As a number of different topologies can be defined on the space ${\displaystyle X,}$ to talk about the derivative of ${\displaystyle f,}$ it is first necessary to specify a topology on ${\displaystyle X}$ or the concept of a limit in ${\displaystyle X.}$

Moreover, for any set ${\displaystyle A,}$ there exist infinite-dimensional vector spaces having the (Hamel) dimension of the cardinality of ${\displaystyle A}$ (for example, the space of functions ${\displaystyle A\to K}$ with finitely-many nonzero elements, where ${\displaystyle K}$ is the desired field of scalars). Furthermore, the argument ${\displaystyle t}$ could lie in any set instead of the set of real numbers.

Most theorems on integration and differentiation of scalar functions can be generalized to vector-valued functions, often using essentially the same proofs. Perhaps the most important exception is that absolutely continuous functions need not equal the integrals of their (a.e.) derivatives (unless, for example, ${\displaystyle X}$ is a Hilbert space); see Radon–Nikodym theorem

A curve is a continuous map of the unit interval (or more generally, of a non−degenerate closed interval of real numbers) into a topological space. An arc is a curve that is also a topological embedding. A curve valued in a Hausdorff space is an arc if and only if it is injective.

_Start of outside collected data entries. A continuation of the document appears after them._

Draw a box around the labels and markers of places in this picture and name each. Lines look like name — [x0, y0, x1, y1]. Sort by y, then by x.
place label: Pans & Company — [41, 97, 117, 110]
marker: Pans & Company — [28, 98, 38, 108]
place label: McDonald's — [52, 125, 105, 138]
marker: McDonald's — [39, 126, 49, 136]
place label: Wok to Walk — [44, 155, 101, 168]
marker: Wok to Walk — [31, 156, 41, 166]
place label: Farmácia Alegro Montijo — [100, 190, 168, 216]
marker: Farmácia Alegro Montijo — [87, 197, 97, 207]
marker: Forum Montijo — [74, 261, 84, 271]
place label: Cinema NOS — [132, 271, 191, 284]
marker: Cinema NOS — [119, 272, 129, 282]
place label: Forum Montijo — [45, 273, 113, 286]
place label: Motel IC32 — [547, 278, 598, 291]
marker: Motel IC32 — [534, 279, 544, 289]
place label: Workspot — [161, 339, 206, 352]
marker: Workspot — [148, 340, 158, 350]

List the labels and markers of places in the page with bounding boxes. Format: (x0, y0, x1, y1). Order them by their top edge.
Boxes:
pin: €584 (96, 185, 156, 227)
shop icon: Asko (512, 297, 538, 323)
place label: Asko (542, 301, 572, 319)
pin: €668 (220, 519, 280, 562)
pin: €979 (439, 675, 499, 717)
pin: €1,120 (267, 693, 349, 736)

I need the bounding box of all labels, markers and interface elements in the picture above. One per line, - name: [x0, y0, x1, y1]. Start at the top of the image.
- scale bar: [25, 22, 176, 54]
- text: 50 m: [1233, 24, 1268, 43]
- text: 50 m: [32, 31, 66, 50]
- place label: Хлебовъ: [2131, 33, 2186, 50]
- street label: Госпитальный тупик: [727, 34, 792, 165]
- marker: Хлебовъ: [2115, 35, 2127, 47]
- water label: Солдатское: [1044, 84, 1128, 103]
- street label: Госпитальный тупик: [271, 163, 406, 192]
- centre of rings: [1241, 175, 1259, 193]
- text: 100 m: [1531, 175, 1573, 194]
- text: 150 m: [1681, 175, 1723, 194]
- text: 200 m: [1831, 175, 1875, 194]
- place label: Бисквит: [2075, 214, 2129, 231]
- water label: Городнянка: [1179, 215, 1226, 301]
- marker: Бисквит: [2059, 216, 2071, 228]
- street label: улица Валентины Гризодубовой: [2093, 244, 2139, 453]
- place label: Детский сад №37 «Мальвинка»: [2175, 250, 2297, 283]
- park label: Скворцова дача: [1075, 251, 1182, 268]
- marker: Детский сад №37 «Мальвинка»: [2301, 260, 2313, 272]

If ${\displaystyle f:[0,1]\to X,}$ where ${\displaystyle X}$ is a Banach space or another topological vector space then the derivative of ${\displaystyle f}$ can be defined in the usual way: $${\displaystyle f^{\prime }(t)=\underset{h\to 0}{\lim }\frac{f(t+h)-f(t)}{h}.}$$

If ${\displaystyle f}$ is a function of real numbers with values in a Hilbert space ${\displaystyle X,}$ then the derivative of ${\displaystyle f}$ at a point ${\displaystyle t}$ can be defined as in the finite-dimensional case: $${\displaystyle f^{\prime }(t)=\underset{h\to 0}{\lim }\frac{f(t+h)-f(t)}{h}.}$$ Most results of the finite-dimensional case also hold in the infinite-dimensional case too, with some modifications. Differentiation can also be defined to functions of several variables (for example, ${\displaystyle t\in R^n}$ or even ${\displaystyle t\in Y,}$ where ${\displaystyle Y}$ is an infinite-dimensional vector space).

If ${\displaystyle X}$ is a Hilbert space then any derivative (and any other limit) can be computed componentwise: if $${\displaystyle f=(f_1,f_2,f_3,\dots )}$$ (that is, ${\displaystyle f=f_1{e}_1+f_2{e}_2+f_3{e}_3+\cdots ,}$ where ${\displaystyle e_1,e_2,e_3,\dots }$ is an orthonormal basis of the space ${\displaystyle X}$), and ${\displaystyle f^{\prime }(t)}$ exists, then $${\displaystyle f^{\prime }(t)=({f_1}^{\prime }(t),{f_2}^{\prime }(t),{f_3}^{\prime }(t),\dots ).}$$ However, the existence of a componentwise derivative does not guarantee the existence of a derivative, as componentwise convergence in a Hilbert space does not guarantee convergence with respect to the actual topology of the Hilbert space.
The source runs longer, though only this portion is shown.